The mrf package

Quirin Stier

2022-02-23

The package mrf provides access to a univariate time series forecasting method. This forecasting method uses a redundant Haar wavelet transform to decompose a given time series in wavelet and smooth coefficients. The obtained wavelet and smooth coefficients are processed in a specific prediction scheme in order to compute one step forecasts. This scheme can be computed with an autoregression or a neural network. Multi step forecasts are created recursively using the one step forecast. A rolling forecasting origin (special type of cross validation designed for time series forecasting) can be used to assess the performance of a specific model. In order to assess a best model out of many possible models, a model selection using cross validation or nested cross validation can be used. The best model is chosen with Akaikes information criterion (AIC), the Mean Absolute Error (MAE) or the Mean Root Error (MRE). The input space in the model selection function is searched for with an evolutionary optimization method.

In the following example, the seasonal univariate entsoe dataset is loaded and visualized:

#library(mrf)
data("entsoe", package="mrf")
UnivariateData = entsoe$value
plot(UnivariateData, type = "l", xlab="Days", ylab="Electricity Demand MW/h", col = 4)

Decomposition of time series “ENTSOE”

The decomposition of the time series “ENTSOE” is shown for two levels. All wavelet levels and only the last smooth part level is used for further computation.

dec = mrf::wavelet_decomposition(UnivariateData = UnivariateData, Aggregation = c(2,4))
plot(dec$WaveletCoefficients[1,2:length(dec$SmoothCoefficients[1,])], type = "l", main = "Wavelet level 1", xlab="Days", ylab="Electricity Demand MW/h", col = 4)

plot(dec$WaveletCoefficients[2,4:length(dec$WaveletCoefficients[1,])], type = "l", main = "Wavelet level 2", xlab="Days", ylab="Electricity Demand MW/h",  col = 4)

plot(dec$SmoothCoefficients[2,4:length(dec$SmoothCoefficients[1,])], type = "l", main = "Last smooth part level", xlab="Days", ylab="Electricity Demand MW/h",  col = 4)

Multiresolution Forecasting

Multiresolution forecasts can be obtained by generating a model on training data and using the forecast functionality to create forecasts for different horizons.
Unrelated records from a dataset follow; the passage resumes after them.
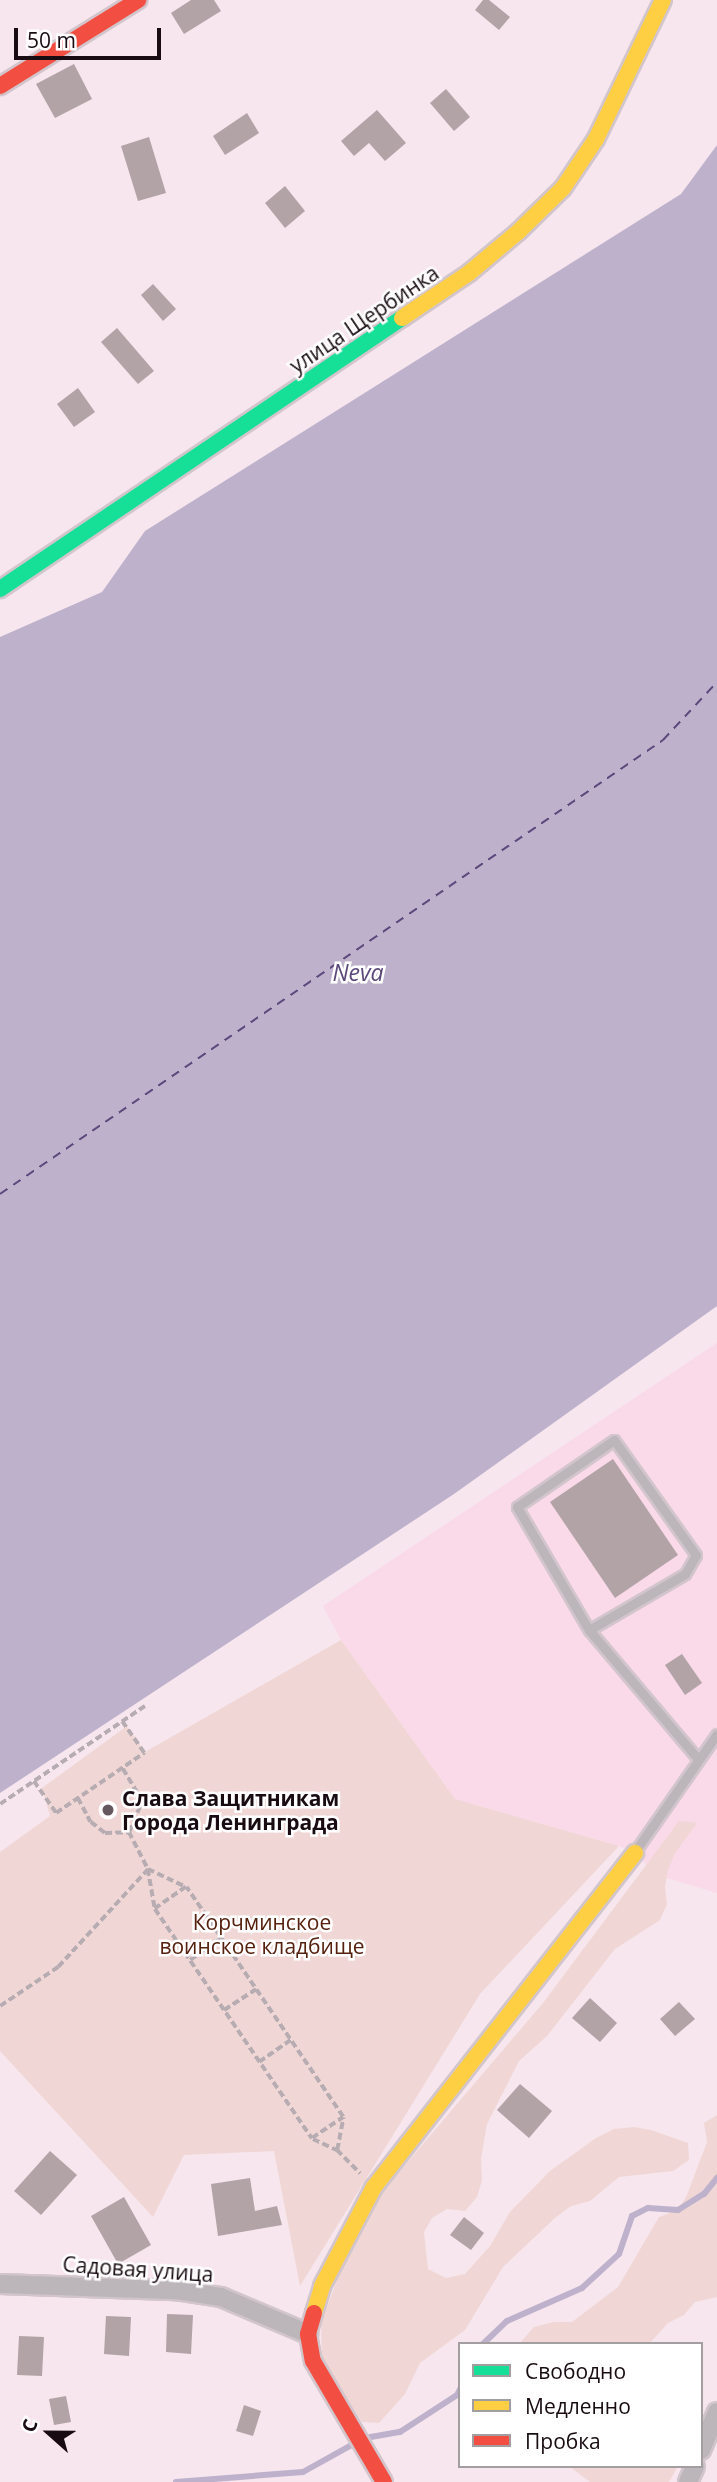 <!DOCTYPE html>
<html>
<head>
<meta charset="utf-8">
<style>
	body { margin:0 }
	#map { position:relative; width:717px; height:2482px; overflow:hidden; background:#f7e6ee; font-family:"Open Sans",sans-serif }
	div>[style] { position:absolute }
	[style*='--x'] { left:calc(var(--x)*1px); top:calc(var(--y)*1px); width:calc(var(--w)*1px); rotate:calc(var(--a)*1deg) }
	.built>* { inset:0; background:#fad9e8 }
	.green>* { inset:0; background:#f0d7d5 }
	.water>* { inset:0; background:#beb1cc }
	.stream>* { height:6px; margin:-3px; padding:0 3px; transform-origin:3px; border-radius:3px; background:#beb1cc }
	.ferry>* { height:2px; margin-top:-1px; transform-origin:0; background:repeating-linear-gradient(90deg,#5b497b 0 9px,transparent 0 16px) }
	.building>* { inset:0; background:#b2a3a7 }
	.path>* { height:3.5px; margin-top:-1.75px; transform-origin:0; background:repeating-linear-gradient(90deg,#b6acb2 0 7px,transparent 0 10.5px) }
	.roads { filter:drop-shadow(2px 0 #d2c5cb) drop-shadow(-2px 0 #d2c5cb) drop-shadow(0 2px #d2c5cb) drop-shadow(0 -2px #d2c5cb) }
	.lane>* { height:9px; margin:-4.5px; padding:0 4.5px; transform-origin:4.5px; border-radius:4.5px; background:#bcb6ba }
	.street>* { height:18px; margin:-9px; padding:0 9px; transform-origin:9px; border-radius:9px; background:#bcb6ba }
	.fast>* { height:16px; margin:-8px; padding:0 8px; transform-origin:8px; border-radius:8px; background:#16e098 }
	.slow>* { height:16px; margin:-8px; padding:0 8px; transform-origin:8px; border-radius:8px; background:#ffcf43 }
	.jam>* { height:16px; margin:-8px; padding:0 8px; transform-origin:8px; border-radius:8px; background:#f24e42 }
	.dots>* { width:19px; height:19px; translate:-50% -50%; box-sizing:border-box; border:4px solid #fff; border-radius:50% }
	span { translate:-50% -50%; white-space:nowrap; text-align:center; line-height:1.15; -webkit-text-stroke:5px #fff; paint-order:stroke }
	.street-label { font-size:21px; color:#180c12 }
	.poi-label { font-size:21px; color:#180c12; font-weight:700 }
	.left { translate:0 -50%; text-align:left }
	.park-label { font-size:21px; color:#55200e }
	.water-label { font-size:23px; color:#5b497b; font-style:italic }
	.legend { position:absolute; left:458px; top:2342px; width:245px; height:126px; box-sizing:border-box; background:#fff; border:2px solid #a39ea0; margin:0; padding:9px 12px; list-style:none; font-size:21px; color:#180c12 }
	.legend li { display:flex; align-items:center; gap:14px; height:35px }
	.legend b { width:35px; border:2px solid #a39ea0 }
	.north { position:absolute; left:14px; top:2398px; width:70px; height:70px; -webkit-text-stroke:5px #fff; paint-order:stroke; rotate:291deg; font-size:19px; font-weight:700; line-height:28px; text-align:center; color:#180c12 }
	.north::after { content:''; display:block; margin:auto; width:24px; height:32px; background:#180c12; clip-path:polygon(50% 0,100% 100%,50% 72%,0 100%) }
	.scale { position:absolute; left:14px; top:28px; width:147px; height:32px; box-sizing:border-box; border:4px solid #180c12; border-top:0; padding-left:9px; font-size:21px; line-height:24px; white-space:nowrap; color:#180c12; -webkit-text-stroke:5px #fff; paint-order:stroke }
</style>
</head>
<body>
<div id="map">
	<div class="built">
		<div style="clip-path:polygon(717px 1343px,717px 1893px,657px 1875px,635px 1853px,619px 1846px,455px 1799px,341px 1640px,323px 1606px)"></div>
	</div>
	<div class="green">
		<div style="clip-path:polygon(341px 1640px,455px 1799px,619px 1846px,480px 1994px,300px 2286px,274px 2151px,184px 2155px,153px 2217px,0 2051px,0 1852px,50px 1816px,42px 1788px,127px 1726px,145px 1752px)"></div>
		<div style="clip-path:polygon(679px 1821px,697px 1823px,675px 1853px,668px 1870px,665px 1887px,667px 1904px,660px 1920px,615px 1949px,547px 2036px,519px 2061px,487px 2124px,481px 2159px,482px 2180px,477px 2197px,465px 2211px,447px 2209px,432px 2218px,424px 2232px,428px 2269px,446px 2278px,465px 2274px,490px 2246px,510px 2212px,550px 2171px,596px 2138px,614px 2129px,634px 2127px,651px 2130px,688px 2143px,689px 2160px,673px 2171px,619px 2177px,590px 2201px,571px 2206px,556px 2217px,503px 2267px,465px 2330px,420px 2363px,405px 2394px,379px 2423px,362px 2422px,322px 2360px,321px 2323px,348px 2250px,376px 2199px,543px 2003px)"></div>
		<div style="clip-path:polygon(717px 2115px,717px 2297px,695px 2302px,684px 2315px,668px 2323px,649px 2344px,519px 2344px,534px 2327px,553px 2322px,572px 2322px,618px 2287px,659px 2217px,678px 2210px,687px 2195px,707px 2142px,704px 2123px)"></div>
		<div style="clip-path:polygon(569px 2466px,678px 2466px,669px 2482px,590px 2482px)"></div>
	</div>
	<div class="water">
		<div style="clip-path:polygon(717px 145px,717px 1306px,454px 1494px,0 1793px,0 637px,102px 592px,145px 531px,681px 194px)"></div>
	</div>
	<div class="stream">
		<div style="--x:483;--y:2344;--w:33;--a:-44"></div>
		<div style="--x:507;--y:2321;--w:82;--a:-23.7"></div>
		<div style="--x:582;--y:2288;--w:50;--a:-42.6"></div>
		<div style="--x:619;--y:2254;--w:40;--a:-71.1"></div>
		<div style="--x:632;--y:2216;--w:18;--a:-27"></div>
		<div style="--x:648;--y:2208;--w:30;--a:4"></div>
		<div style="--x:678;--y:2210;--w:31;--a:-32"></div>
		<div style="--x:704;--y:2194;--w:21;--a:-51"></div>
		<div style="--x:365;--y:2438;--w:36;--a:-10"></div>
		<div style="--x:400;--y:2432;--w:68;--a:-33"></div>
		<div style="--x:457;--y:2395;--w:7;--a:-63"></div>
		<div style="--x:176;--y:2482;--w:127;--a:-4.5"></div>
		<div style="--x:303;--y:2472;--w:60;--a:-29.1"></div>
	</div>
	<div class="ferry">
		<div style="--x:0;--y:1194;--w:804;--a:-34.4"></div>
		<div style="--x:663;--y:740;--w:79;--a:-47"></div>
	</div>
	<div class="building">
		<div style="clip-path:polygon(191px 0,214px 0,221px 11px,184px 34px,171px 13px)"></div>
		<div style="clip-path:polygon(483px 0,489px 0,510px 17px,499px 30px,475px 10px)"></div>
		<div style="clip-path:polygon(74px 64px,92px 99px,55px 118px,36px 84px)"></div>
		<div style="clip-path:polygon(446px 89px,470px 117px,454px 131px,430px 103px)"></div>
		<div style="clip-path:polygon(377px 110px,406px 143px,385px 161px,369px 143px,354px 156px,341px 141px)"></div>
		<div style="clip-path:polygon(247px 113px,259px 133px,225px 155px,213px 136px)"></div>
		<div style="clip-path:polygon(149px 137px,166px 193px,138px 201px,121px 146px)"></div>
		<div style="clip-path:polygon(285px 186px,305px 211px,285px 228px,265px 203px)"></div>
		<div style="clip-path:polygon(153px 284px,176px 309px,163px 321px,141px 295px)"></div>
		<div style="clip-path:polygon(117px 328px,154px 371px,138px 384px,101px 342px)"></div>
		<div style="clip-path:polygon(78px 388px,95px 412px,74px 427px,57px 404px)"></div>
		<div style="clip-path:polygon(613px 1459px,678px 1555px,615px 1598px,550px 1502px)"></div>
		<div style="clip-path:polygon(682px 1654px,702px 1683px,685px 1695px,665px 1665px)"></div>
		<div style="clip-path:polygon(590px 1998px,617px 2023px,600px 2042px,572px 2018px)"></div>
		<div style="clip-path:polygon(679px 2002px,695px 2019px,675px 2036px,660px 2019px)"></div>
		<div style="clip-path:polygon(520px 2084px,552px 2111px,529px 2138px,497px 2110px)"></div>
		<div style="clip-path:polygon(50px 2151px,77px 2175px,41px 2215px,14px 2191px)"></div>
		<div style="clip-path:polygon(250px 2178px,255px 2211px,277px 2206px,282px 2225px,218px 2236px,211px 2184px)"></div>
		<div style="clip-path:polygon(124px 2197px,151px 2245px,118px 2264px,91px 2216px)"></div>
		<div style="clip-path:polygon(464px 2217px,484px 2233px,471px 2250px,450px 2235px)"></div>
		<div style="clip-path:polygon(167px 2314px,193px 2315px,191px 2354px,166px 2352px)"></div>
		<div style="clip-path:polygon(106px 2316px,131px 2317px,129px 2356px,104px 2354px)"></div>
		<div style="clip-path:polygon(19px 2336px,44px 2337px,42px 2376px,17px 2375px)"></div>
		<div style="clip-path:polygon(66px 2396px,71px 2422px,54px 2425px,49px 2399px)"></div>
		<div style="clip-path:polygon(244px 2405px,261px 2411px,253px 2436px,236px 2431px)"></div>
	</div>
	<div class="path">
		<div style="--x:34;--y:1781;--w:39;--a:55"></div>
		<div style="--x:56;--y:1813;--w:107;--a:-34.3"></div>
		<div style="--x:144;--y:1753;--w:39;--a:-125"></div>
		<div style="--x:78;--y:1798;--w:27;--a:62"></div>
		<div style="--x:91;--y:1822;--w:18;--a:38"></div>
		<div style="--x:105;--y:1833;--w:24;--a:-2"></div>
		<div style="--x:129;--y:1832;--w:28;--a:-67"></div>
		<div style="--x:140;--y:1806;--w:13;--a:-103"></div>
		<div style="--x:137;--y:1793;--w:29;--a:-121"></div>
		<div style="--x:0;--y:1804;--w:175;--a:-34.1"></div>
		<div style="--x:129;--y:1832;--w:42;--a:62.8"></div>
		<div style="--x:148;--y:1869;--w:41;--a:80.1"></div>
		<div style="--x:155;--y:1909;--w:278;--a:55.6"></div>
		<div style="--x:312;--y:2138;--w:37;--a:-34"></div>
		<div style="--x:343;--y:2117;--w:278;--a:-124.3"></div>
		<div style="--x:186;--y:1887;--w:38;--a:145"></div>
		<div style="--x:148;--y:1869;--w:42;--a:25.3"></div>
		<div style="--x:190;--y:1960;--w:38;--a:-35"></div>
		<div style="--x:0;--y:2006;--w:70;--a:-33.9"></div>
		<div style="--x:58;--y:1967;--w:133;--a:-47.4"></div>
		<div style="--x:224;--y:2010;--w:38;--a:-33"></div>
		<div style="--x:259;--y:2062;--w:39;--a:-35"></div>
		<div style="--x:313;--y:2139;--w:26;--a:25"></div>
		<div style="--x:337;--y:2150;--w:33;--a:45"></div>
		<div style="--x:337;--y:2150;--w:33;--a:-79"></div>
	</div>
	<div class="roads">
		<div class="lane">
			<div style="--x:589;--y:1630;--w:111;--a:-30.3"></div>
			<div style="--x:685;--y:1574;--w:22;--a:-60"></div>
			<div style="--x:696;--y:1555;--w:141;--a:-125.5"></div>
			<div style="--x:614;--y:1440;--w:118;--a:145.4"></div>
			<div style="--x:517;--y:1507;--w:143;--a:59.7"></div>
			<div style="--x:589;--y:1630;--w:169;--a:49.8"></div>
			<div style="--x:636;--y:1850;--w:141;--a:-55.1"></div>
		</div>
		<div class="street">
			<div style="--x:0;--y:2284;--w:176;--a:2"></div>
			<div style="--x:176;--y:2290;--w:46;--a:8.8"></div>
			<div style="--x:221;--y:2297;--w:95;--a:23"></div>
			<div style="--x:701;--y:2450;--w:41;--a:-67.2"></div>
			<div style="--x:688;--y:2482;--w:17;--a:-66"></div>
		</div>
		<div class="fast">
			<div style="--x:0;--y:589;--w:485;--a:-34"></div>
		</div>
		<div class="slow">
			<div style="--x:402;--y:318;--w:81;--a:-33.9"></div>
			<div style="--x:469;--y:273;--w:64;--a:-39.9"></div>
			<div style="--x:518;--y:232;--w:63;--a:-44.4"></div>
			<div style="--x:563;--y:188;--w:59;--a:-56"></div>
			<div style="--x:596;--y:139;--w:154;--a:-64.3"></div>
			<div style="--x:314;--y:2313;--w:28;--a:-73"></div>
			<div style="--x:322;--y:2286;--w:112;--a:-62.3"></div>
			<div style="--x:374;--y:2187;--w:424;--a:-52"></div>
		</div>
		<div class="jam">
			<div style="--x:0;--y:86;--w:163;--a:-31.9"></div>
			<div style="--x:314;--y:2313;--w:22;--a:106"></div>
			<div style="--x:308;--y:2334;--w:27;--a:80"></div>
			<div style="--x:313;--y:2361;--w:140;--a:59.6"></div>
		</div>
	</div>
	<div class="dots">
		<div style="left:108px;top:1810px;background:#66585f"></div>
	</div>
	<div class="street-label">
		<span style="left:364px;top:319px;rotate:-34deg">улица Щербинка</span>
		<span style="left:138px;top:2269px;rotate:4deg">Садовая улица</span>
	</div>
	<div class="poi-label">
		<span class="left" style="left:122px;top:1810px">Слава Защитникам<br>Города Ленинграда</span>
	</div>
	<div class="park-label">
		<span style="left:262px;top:1934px">Корчминское<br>воинское кладбище</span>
	</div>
	<div class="water-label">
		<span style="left:358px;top:972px">Neva</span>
	</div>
	<ul class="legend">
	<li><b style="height:9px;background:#16e098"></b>Свободно</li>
	<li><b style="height:9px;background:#ffcf43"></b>Медленно</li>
	<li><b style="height:9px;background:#f24e42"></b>Пробка</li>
	</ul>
	<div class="north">С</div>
	<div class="scale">50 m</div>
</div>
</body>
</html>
In the following, two examples are presented, one showing a one-step forecast, the other a multi-step forecast for horizon 2.

One-step forecasts:

len_data = length(UnivariateData)
Train1    = UnivariateData[1:(len_data)]
Test1     = UnivariateData[len_data]
# One-step forecast (Multiresolution Forecast)
model1   = mrf_train(Train1)
one_step = mrf_forecast(model1, Horizon=1)
Erro1    = one_step$Forecast - Test1

Multi-step forecasts:

Train2    = UnivariateData[1:(len_data-2)]
Test2     = UnivariateData[(len_data-1):len_data]
# Multi-step forecast (Multiresolution Forecast)
# Horizon = 2 => Forecast with Horizon 1 and 2 as vector
model2    = mrf_train(Train2, Horizon=2)
multi_step = mrf_forecast(model2, Horizon=2)
Error2     = multi_step$Forecast - Test2

Evaluating time series forecasting models with cross validation

In order to obtain robust forecasting models, multiple models are evaluated over a large sample space. This can be done with a rolling forecasting origin - a cross validation approach specially designed for time series forecasting. Cross validation is the partitioning into training and test data multiple times. Time series data cannot be split arbitrarily. The training set always consists of observations occurring in time prior to the test set. The training set must not be too short. All training data up to a specific time point - the origin - is used to create a forecast. In the following example, forecasts for horizon 2 (one-step forecast + multi-step forecast for horizon = “) are computed. Such forecasts are computed here as example for 3 days. The autoregression is used to compute the forecasts. The parameters Aggregation and CoefficientCombination are the results of a model selection done in experiments as presented later.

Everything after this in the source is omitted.